Amplitude monopulse direction finding

Description

The phased.MonopulseEstimator System object™ implements a target direction estimator using the amplitude monopulse technique with arbitrary array geometry. The object works with the sum and difference channels that are output from the phased.MonopulseFeed System object or your own sum-difference channel generator. The output is an estimate of the target direction in azimuth and elevation. You can use the object for target direction estimation and target tracking.

To create a monopulse estimator:

  1. Create the phased.MonopulseEstimator object and set its properties.

  2. Call the object with arguments, as if it were a function.

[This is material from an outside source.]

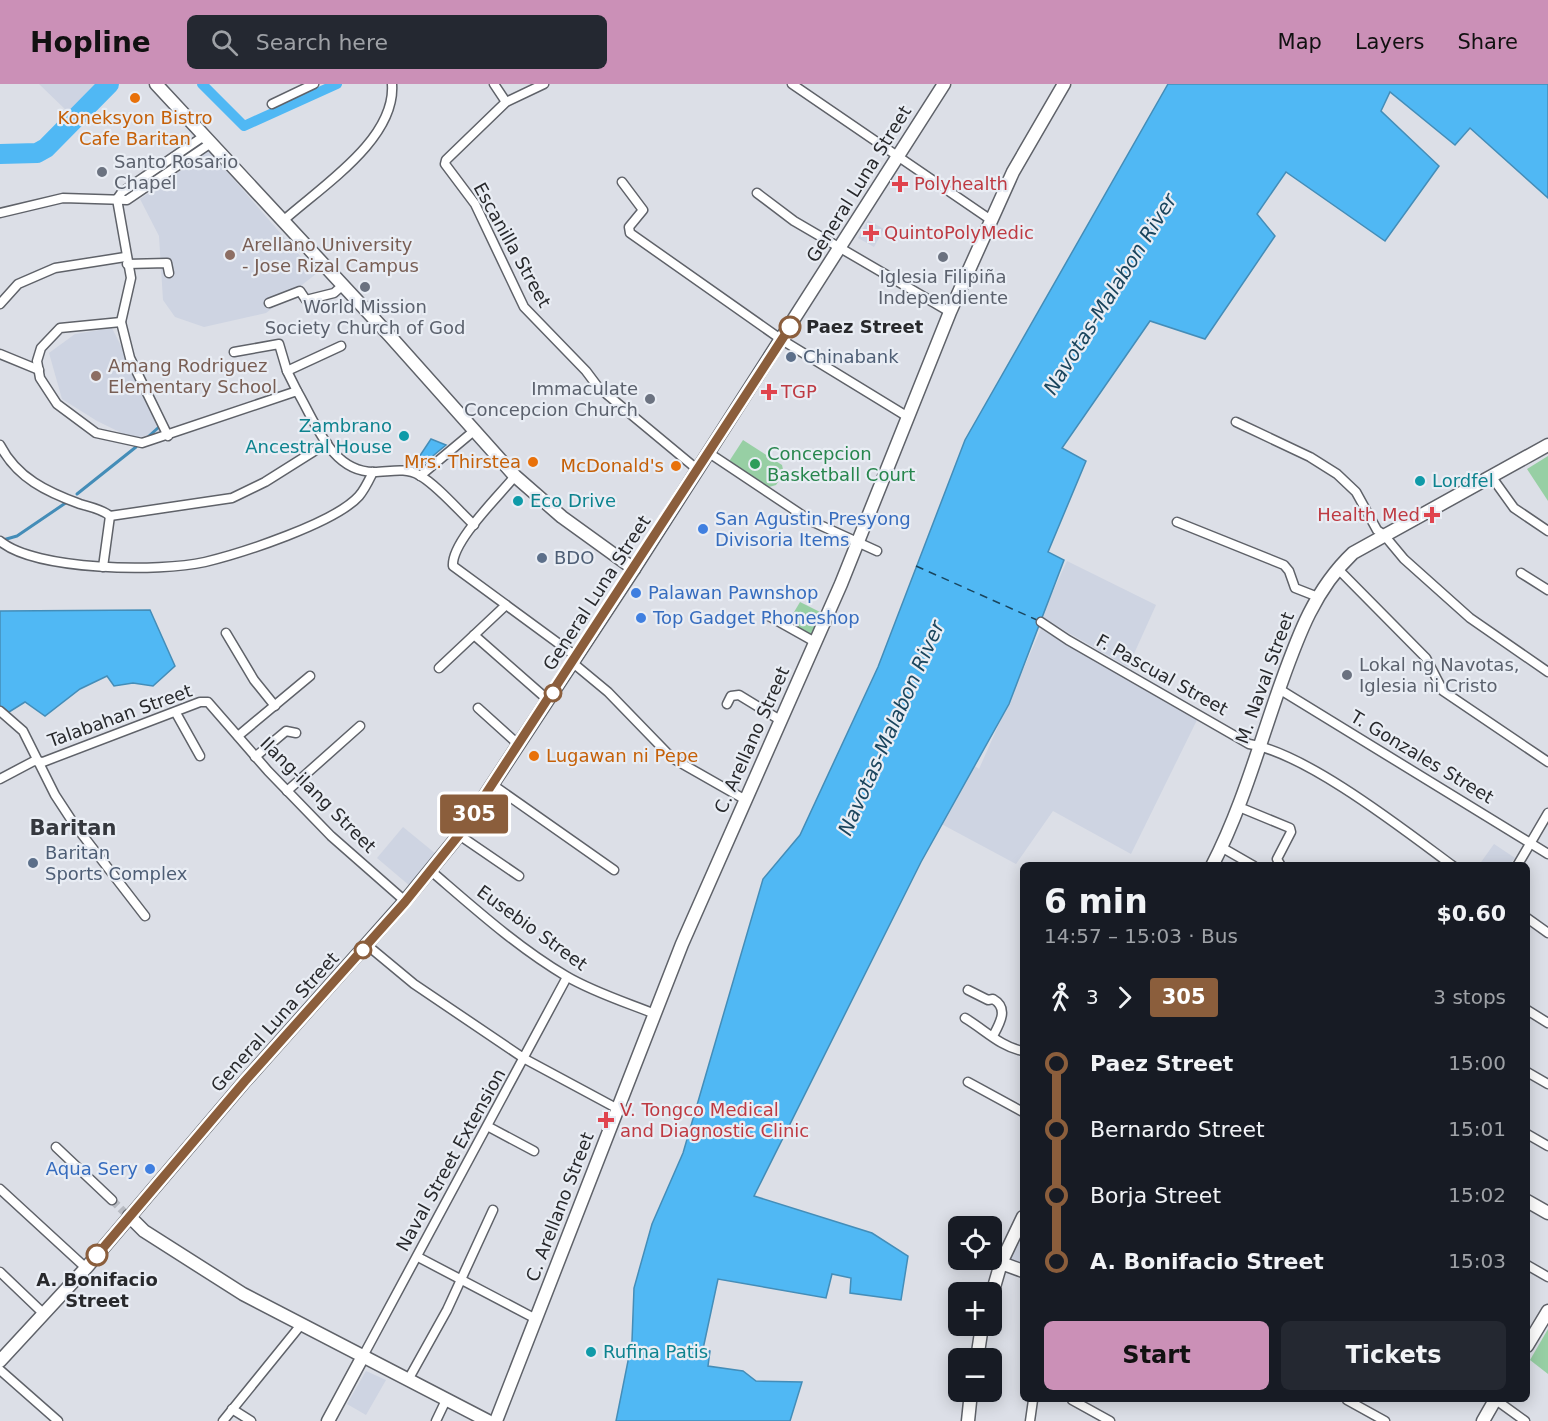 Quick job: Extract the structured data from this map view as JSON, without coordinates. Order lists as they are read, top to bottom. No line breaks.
{"streets":{"main road":["General Luna Street","M. Naval Street","C. Arellano Street"],"street":["Escanilla Street","F. Pascual Street","Talabahan Street","T. Gonzales Street","Ilang-ilang Street","Eusebio Street","Naval Street Extension"]},"crossings":[["General Luna Street","Escanilla Street"],["General Luna Street","Ilang-ilang Street"],["General Luna Street","Eusebio Street"],["F. Pascual Street","M. Naval Street"],["M. Naval Street","T. Gonzales Street"],["Talabahan Street","Ilang-ilang Street"],["C. Arellano Street","Eusebio Street"],["Eusebio Street","Naval Street Extension"]],"districts":["Baritan"],"water":["Navotas-Malabon River"],"places":{"other":["Koneksyon Bistro Cafe Baritan","Santo Rosario Chapel","Arellano University - Jose Rizal Campus","Iglesia Filipiña Independiente","World Mission Society Church of God","Paez Street","Chinabank","Amang Rodriguez Elementary School","Immaculate Concepcion Church","Zambrano Ancestral House","Mrs. Thirstea","Concepcion Basketball Court","McDonald's","Lordfel","Eco Drive","San Agustin Presyong Divisoria Items","BDO","Palawan Pawnshop","Top Gadget Phoneshop","Lokal ng Navotas, Iglesia ni Cristo","Lugawan ni Pepe","Baritan Sports Complex","Aqua Sery","A. Bonifacio Street","Rufina Patis"],"health":["Polyhealth","QuintoPolyMedic","TGP","Health Med","V. Tongco Medical and Diagnostic Clinic"]},"lines":["bus line 305"],"page":{"header":"Hopline","search":"Search here","nav":["Map","Layers","Share"],"on_map":"305","heading":["6 min","14:57 – 15:03 · Bus","$0.60"],"legs":["3","305","3 stops"],"list":[{"name":"Paez Street","value":"15:00"},{"name":"Bernardo Street","value":"15:01"},{"name":"Borja Street","value":"15:02"},{"name":"A. Bonifacio Street","value":"15:03"}],"map_buttons":["+","−"],"buttons":["Start","Tickets"]}} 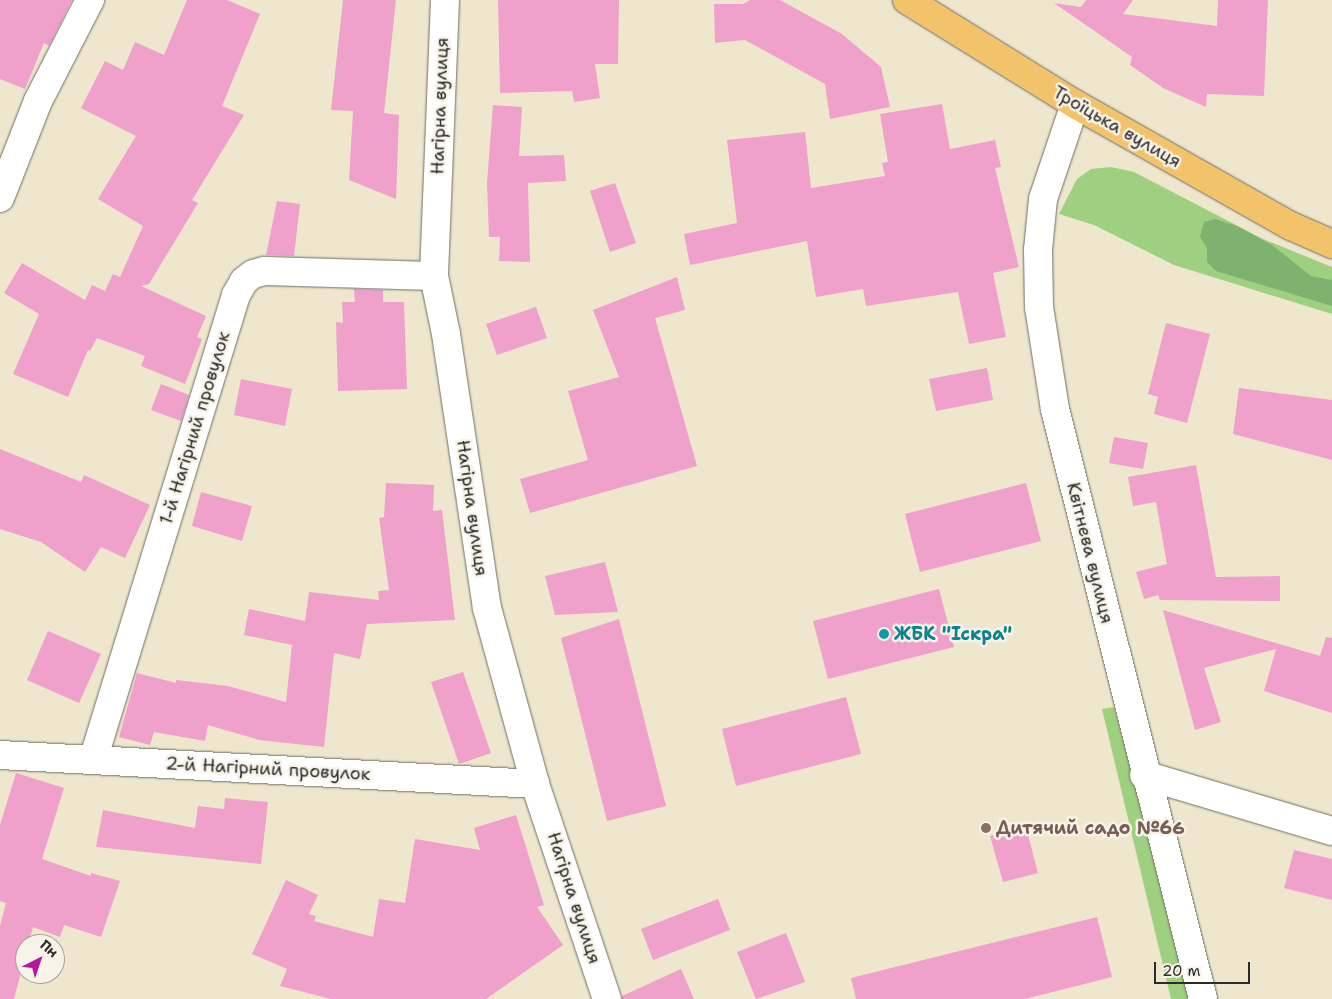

To learn more about how System objects work, see What Are System Objects?

Creation

Description

estimator = phased.MonopulseEstimator creates a monopulse estimator System object, estimator, with default property values.

estimator = phased.MonopulseEstimator(Name,Value) creates an estimator with each property Name set to a specified Value. You can specify additional name-value pair arguments in any order as (Name1,Value1,...,NameN,ValueN). Enclose each property name in single quotes.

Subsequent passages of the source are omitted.